Showing posts with label Akuntansi Valas. Show all posts
Showing posts with label Akuntansi Valas. Show all posts

Thursday, July 28, 2016

Perubahan Mata Uang Fungsional, bagaimana Standar Akuntansi Mengaturnya ?

Sebelum tanggal 1 Januari 2012, terdapat beberapa standar akuntansi yang mengatur mengenai pencatatan akuntansi serta pelaporan keuangan atas transaksi dalam mata uang asing. Salah satu standar akuntansi yang mengatur mengenai hal tersebut adalah PSAK 52 (1998) tentang Mata Uang Pelaporan.

Berkaitan dengan Mata Uang Fungsional (baca juga : Penentuan Mata Uang Fungsional dalam Pengukuran Transaksi Mata Uang Asing), PSAK 52 yang berlaku sampai dengan tanggal 31 Desember 2011 antara lain dalam paragraf 4 dan 5 mengatur bahwa :

Mata Uang Pelaporan yang digunakan oleh Perusahaan di Indonesia adalah mata uang Rupiah. Perusahaan dapat menggunakan mata uang selain Rupiah sebagai mata uang pelaporan hanya apabila mata uang tersebut memenuhi kriteria Mata Uang Fungsional.

Mata Uang Pencatatan harus sama dengan Mata Uang Pelaporan.

Selanjutnya, dalam paragarf 17 diatur bahwa :

Perusahaan diharuskan untuk mengubah mata uang pencatatan dan pelaporan ke Rupiah, apabila mata uang fungsional berubah dari bukan Rupiah ke Rupiah. Perubahan mata uang pencatatan dan pelaporan harus dilakukan pada awal tahun buku, bukan di tengah tahun buku.

Berkaitan dengan pengukuran kembali akun-akun laporan keuangan jika terjadi perubahan mata uang fungsional diatur dalam paragraf 14, 15 dan 16 yang antara lain menjelaskan bahwa :

  • Penentuan saldo awal untuk tujuan pencatatan akuntansi dilakukan dengan pengukuran kembali akun-akun laporan keuangan seolah-olah mata uang fungsional tersebut telah digunakan sejak tanggal terjadinya transaksi
  • Pengukuran kembali akun-akun laporan keuangan dilakukan surut hingga tahun di mana mata uang fungsional tersebut mulai berlaku

Dari penjelasan-penjelasan di atas, dapat disimpulkan bahwa PSAK 52 mensyaratkan penerapan secara RETROSPEKTIF (berlaku surut) atas perubahan mata uang fungsional.

Sedangkan pengaturan sejak tanggal 1 Januari 2012, dengan berlakunya PSAK 10 (Revisi 2010) tentang Pengaruh Perubahan Kurs Valuta Asing, atas perubahan mata uang fungsional, paragraf 36 PSAK 10 mengatur bahwa :

Ketika terdapat perubahan dalam mata uang fungsional, entitas menerapkan prosedur penjabaran untuk mata uang fungsional yang baru secara PROSPEKTIF sejak tanggal perubahan tersebut.

Lebih lanjut, paragraf 38 antara lain menjelaskan bahwa :

Pengaruh perubahan mata uang fungsional diperlakukan secara prospektif.

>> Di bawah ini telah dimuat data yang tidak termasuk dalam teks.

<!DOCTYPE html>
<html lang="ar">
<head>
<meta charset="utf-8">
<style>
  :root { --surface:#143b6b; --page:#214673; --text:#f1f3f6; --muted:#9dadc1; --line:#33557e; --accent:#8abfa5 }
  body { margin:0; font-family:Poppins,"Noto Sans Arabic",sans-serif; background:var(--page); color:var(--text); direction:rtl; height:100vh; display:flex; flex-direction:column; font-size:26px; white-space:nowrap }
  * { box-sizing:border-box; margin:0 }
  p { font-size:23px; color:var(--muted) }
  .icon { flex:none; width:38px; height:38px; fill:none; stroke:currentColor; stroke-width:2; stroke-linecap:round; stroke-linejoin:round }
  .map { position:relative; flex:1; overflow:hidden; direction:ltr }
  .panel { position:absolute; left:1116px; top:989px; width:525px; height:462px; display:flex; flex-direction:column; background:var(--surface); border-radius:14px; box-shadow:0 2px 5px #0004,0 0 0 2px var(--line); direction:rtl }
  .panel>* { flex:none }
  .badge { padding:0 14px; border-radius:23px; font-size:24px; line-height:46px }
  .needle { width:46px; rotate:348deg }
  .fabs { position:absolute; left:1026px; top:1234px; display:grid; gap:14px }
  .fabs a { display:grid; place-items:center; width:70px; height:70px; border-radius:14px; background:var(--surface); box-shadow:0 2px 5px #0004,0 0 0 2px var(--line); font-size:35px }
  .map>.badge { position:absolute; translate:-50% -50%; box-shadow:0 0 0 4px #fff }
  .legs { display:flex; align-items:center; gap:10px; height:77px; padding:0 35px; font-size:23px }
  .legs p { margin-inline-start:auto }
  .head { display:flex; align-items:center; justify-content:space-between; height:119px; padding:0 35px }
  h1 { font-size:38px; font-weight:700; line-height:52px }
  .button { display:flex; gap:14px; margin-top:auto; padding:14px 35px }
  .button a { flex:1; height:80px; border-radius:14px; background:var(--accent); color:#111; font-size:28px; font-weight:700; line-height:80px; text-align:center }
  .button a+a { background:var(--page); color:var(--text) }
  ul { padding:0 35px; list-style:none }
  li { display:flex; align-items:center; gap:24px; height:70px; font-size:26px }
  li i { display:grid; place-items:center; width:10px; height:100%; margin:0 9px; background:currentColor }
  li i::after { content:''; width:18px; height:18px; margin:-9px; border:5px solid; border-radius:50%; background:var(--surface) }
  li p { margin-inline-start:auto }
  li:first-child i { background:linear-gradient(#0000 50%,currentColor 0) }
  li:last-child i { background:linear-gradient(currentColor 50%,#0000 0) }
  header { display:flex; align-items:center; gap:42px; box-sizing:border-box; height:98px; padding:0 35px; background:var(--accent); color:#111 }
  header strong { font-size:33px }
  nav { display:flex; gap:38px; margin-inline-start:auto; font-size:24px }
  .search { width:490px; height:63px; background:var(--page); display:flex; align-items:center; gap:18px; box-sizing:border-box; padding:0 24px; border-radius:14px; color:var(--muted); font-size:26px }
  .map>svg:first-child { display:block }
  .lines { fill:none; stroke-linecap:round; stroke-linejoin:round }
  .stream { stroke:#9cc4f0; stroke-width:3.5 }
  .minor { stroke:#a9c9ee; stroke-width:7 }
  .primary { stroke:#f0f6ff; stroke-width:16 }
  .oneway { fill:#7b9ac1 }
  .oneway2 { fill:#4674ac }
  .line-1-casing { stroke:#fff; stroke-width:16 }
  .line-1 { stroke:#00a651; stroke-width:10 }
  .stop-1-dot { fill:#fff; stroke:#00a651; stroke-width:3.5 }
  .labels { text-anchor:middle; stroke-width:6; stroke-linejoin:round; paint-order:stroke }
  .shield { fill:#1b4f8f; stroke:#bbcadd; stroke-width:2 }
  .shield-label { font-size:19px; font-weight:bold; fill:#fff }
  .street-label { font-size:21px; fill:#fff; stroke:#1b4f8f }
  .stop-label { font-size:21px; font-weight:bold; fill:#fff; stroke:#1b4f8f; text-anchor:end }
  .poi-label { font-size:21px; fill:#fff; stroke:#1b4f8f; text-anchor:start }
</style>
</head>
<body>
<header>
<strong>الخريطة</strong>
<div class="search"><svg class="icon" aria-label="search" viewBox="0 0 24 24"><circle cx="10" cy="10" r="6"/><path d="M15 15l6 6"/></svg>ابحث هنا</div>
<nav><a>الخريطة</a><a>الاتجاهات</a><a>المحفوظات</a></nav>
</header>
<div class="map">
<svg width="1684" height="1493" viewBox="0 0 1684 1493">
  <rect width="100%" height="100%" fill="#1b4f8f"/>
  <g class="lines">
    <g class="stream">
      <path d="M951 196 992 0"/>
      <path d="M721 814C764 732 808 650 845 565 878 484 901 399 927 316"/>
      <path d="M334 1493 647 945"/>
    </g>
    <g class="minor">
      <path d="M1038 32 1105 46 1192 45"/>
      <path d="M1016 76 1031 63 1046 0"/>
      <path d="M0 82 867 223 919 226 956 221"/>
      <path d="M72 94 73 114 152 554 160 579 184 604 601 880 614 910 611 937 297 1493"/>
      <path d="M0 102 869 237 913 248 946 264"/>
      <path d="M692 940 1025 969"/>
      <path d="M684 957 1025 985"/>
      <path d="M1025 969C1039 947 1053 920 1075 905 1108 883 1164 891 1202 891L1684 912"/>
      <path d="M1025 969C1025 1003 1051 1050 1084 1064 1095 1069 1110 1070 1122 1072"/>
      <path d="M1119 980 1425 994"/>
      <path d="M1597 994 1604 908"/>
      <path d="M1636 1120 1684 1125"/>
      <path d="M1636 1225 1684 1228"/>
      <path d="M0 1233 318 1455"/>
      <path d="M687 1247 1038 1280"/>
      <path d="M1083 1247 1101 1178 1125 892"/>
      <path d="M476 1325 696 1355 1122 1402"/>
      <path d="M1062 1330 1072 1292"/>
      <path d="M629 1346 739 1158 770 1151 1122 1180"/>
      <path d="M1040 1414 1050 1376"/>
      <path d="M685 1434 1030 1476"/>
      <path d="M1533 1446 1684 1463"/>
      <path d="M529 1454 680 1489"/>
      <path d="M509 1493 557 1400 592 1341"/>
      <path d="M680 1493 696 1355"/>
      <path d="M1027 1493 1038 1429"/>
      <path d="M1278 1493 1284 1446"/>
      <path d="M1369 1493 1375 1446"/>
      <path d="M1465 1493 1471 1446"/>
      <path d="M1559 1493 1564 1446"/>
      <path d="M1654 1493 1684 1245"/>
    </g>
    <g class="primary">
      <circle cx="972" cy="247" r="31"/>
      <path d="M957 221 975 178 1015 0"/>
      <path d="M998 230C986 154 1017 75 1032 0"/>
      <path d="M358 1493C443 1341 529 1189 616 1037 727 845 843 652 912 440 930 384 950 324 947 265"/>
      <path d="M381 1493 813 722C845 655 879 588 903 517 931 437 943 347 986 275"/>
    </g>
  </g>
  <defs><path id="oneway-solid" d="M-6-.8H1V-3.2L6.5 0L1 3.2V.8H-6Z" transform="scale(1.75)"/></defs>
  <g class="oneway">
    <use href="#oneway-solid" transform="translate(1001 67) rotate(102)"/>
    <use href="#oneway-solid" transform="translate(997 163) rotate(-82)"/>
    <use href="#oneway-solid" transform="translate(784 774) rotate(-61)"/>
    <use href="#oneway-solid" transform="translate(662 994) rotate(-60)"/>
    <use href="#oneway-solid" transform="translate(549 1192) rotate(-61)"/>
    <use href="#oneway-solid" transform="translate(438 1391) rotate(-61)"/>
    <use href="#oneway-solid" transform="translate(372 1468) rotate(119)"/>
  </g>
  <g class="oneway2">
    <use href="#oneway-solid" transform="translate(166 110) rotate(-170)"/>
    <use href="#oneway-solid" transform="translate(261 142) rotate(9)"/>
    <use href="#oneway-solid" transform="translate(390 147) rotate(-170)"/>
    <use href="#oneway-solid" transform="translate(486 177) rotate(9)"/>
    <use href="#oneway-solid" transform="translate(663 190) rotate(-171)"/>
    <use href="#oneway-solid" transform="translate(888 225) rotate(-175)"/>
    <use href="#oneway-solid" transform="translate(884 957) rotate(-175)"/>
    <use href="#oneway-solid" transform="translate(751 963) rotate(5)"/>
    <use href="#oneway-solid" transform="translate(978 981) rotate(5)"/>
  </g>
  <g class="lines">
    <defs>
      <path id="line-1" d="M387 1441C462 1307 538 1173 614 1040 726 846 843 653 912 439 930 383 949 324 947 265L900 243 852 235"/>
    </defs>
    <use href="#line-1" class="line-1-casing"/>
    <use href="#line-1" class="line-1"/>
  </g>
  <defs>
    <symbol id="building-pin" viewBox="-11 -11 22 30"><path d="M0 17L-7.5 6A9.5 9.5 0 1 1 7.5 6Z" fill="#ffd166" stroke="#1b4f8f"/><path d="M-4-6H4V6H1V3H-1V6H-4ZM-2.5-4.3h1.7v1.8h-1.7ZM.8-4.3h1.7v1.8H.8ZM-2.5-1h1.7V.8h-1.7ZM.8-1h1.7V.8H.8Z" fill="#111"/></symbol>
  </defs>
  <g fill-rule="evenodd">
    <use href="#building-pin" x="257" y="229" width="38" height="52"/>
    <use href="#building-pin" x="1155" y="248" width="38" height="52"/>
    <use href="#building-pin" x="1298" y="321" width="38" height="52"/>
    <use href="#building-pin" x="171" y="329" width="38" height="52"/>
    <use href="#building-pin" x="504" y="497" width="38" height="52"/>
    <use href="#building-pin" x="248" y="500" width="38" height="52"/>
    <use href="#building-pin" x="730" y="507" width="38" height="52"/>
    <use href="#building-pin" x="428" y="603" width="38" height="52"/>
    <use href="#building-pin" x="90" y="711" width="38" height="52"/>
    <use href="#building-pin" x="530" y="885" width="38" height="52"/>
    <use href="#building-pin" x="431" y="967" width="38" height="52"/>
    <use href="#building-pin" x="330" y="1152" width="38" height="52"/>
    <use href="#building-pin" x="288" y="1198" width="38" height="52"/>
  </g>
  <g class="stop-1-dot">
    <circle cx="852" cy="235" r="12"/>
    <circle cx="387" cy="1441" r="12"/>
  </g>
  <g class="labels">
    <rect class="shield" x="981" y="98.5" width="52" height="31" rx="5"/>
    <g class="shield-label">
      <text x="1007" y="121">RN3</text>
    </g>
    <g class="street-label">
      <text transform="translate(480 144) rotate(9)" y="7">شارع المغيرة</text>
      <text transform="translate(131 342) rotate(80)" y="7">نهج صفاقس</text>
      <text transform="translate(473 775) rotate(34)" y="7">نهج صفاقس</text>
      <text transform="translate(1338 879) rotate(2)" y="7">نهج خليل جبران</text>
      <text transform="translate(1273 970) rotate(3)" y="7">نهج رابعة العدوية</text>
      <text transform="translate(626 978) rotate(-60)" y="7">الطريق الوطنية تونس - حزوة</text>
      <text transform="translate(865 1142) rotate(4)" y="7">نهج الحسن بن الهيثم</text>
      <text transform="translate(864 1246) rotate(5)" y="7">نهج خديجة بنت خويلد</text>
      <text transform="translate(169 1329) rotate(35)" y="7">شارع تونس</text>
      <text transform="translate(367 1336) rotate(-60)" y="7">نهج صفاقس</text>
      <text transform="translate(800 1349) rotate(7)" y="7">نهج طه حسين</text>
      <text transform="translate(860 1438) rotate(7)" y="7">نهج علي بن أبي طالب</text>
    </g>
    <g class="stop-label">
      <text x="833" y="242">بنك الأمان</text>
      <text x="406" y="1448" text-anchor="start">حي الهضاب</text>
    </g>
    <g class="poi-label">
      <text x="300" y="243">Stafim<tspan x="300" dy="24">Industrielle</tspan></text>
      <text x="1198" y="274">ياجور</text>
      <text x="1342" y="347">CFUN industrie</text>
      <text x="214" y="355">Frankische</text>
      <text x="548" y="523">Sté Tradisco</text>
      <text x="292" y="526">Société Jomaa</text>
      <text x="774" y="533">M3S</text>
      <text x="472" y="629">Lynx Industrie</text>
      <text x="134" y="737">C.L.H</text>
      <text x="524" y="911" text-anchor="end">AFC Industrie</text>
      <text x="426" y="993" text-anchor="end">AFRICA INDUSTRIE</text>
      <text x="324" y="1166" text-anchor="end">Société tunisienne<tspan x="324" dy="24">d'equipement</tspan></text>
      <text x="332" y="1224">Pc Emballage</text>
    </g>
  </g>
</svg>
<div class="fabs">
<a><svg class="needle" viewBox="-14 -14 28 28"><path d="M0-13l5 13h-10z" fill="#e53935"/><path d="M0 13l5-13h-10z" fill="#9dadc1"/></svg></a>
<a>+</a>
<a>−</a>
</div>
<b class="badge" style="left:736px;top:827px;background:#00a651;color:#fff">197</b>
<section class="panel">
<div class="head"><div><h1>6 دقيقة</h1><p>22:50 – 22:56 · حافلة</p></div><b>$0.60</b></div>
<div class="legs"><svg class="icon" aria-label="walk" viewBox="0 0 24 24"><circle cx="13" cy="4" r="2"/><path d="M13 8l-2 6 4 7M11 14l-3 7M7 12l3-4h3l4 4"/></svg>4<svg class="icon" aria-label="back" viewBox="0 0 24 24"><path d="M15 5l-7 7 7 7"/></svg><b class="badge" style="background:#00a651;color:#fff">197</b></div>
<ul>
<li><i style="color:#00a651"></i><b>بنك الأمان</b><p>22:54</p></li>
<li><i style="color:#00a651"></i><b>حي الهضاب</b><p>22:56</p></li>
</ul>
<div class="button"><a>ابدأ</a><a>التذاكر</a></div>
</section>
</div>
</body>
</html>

Dalam kata lain, entitas menjabarkan semua pos ke dalam mata uang fungsional yang baru menggunakan kurs pada tanggal perubahan itu. Hasil dari jumlah yang dijabarkan untuk pos non moneter dianggap sebagai biaya historisnya.

Jadi, kesimpulannya bahwa PSAK 10 (Revisi 2010) yang berlaku saat ini mensyaratkan penerapan secara PROSPEKTIF atas perubahan mata uang fungsional (HRD).

Thursday, March 13, 2008

Menentukan Pos Moneter dan Pos Non-Moneter dalam pencatatan transaksi mata uang asing

Pernyataan Standar Akuntansi Keuangan (PSAK) No. 10 tentang Transaksi dalam Mata Uang Asing menjelaskan pengertian transaksi dalam mata uang asing sebagai suatu transaksi yang didenominasi atau membutuhkan penyelesaian dalam suatu mata uang asing, termasuk transaksi yang timbul ketika suatu perusahaan :

  1. membeli atau menjual barang atau jasa yang harganya didenominasi dalam suatu mata uang asing;meminjam (utang) atau meminjamkan (piutang) dana yang didenominasi dalam suatu mata uang asing;
  2. menjadi pihak untuk suatu perjanjian dalam valuta asing yang belum terlaksana; atau
  3. memperoleh atau melepaskan asset, dan menimbulkan atau melunasi kewajiban, yang didenominasi dalam suatu mata uang asing.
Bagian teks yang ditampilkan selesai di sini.